[Bioperl-l] Next-gen modules

Wed Jun 17 22:10:57 UTC 2009

Chris Fields wrote:
> On Jun 17, 2009, at 1:20 PM, Sendu Bala wrote:
> 
>> Tristan Lefebure wrote:
>>> Hello,
>>> Regarding next-gen sequences and bioperl, following my experience, 
>>> another issue is bioperl speed. For example, if you want to trim bad 
>>> quality bases at ends of 1E6 Solexa reads using Bio::SeqIO::fastq and 
>>> some methods in Bio::Seq::Quality, well, you've got to be patient 
>>> (but may be I missed some shortcuts...).
>>
>> This is my concern as well. Or, rather, is there actually a 
>> significant set of users out there who are dealing with next-gen 
>> sequencing and would consider using BioPerl for their work?
>>
>> I'm working with all the 1000-genomes data at the Sanger, and we at 
>> least are probably never going to use BioPerl for the work.
> 
> Are you using pure perl or (gasp) something else?  ;>

We use some perl stuff, some C stuff. My own stuff is OO perl, but much 
lighter weight than BioPerl. Absolute minimal object creation.

>>> A pure perl solution will be between 100 to 1000x faster... Would it 
>>> be possible to have an ultra-light quality object with few simple 
>>> methods for next-gen reads?
>>
>> The fastq parser itself already seems pretty fast. The way to get the 
>> speedup is to not create any Bio::Seq* objects but just return the 
>> data directly. At that point it's not taking much advantage of 
>> BioPerl. But certainly it could be done...
> 
> I suppose the best way to assess what needs to be done is come up with a 
> set of 'use cases' specifying what users want so we can design around 
> them, otherwise we're shooting in the dark.

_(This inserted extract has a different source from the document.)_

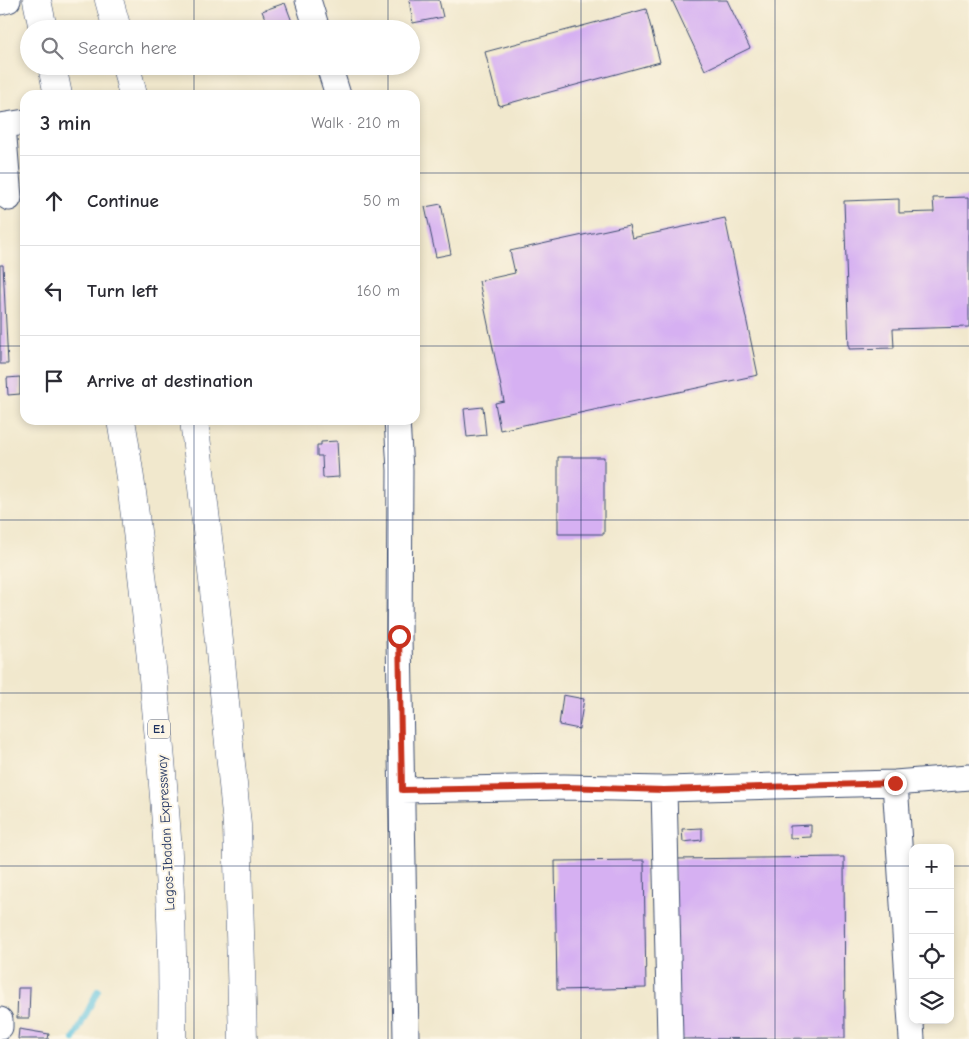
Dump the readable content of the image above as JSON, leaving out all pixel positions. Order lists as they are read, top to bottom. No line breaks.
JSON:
{"streets":{"highway":["E1","Lagos-Ibadan Expressway"]},"page":{"search":"Search here","heading":["3 min","Walk · 210 m"],"list":[["Continue","50 m"],["Turn left","160 m"],"Arrive at destination"],"map_buttons":["+","−"]}}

Indeed. Though at least I think we can all agree it would be nice to 
have the functionality there even if it's slow. There will always be at 
least some use-cases where the run speed doesn't matter.

> I'm personally wondering if this could be done as a sequence database, 
> something similar in theme to Lincoln's SeqFeature::Store, but sequence 
> only, and returns quality objects in a similar manner (ala Storable)?  
> Not sure whether that's feasible, but it's appears at least scalable.

I think not. Well, at least SeqFeature::Store doesn't scale. Try storing 
millions of features in a database and watch it crawl to complete 
unusability. I can't imagine a db scaling to holding hundreds of TB of 
data either. I'm also not sure what the benefit is. There are already 
high-speed ways of indexing your fastq or bam files.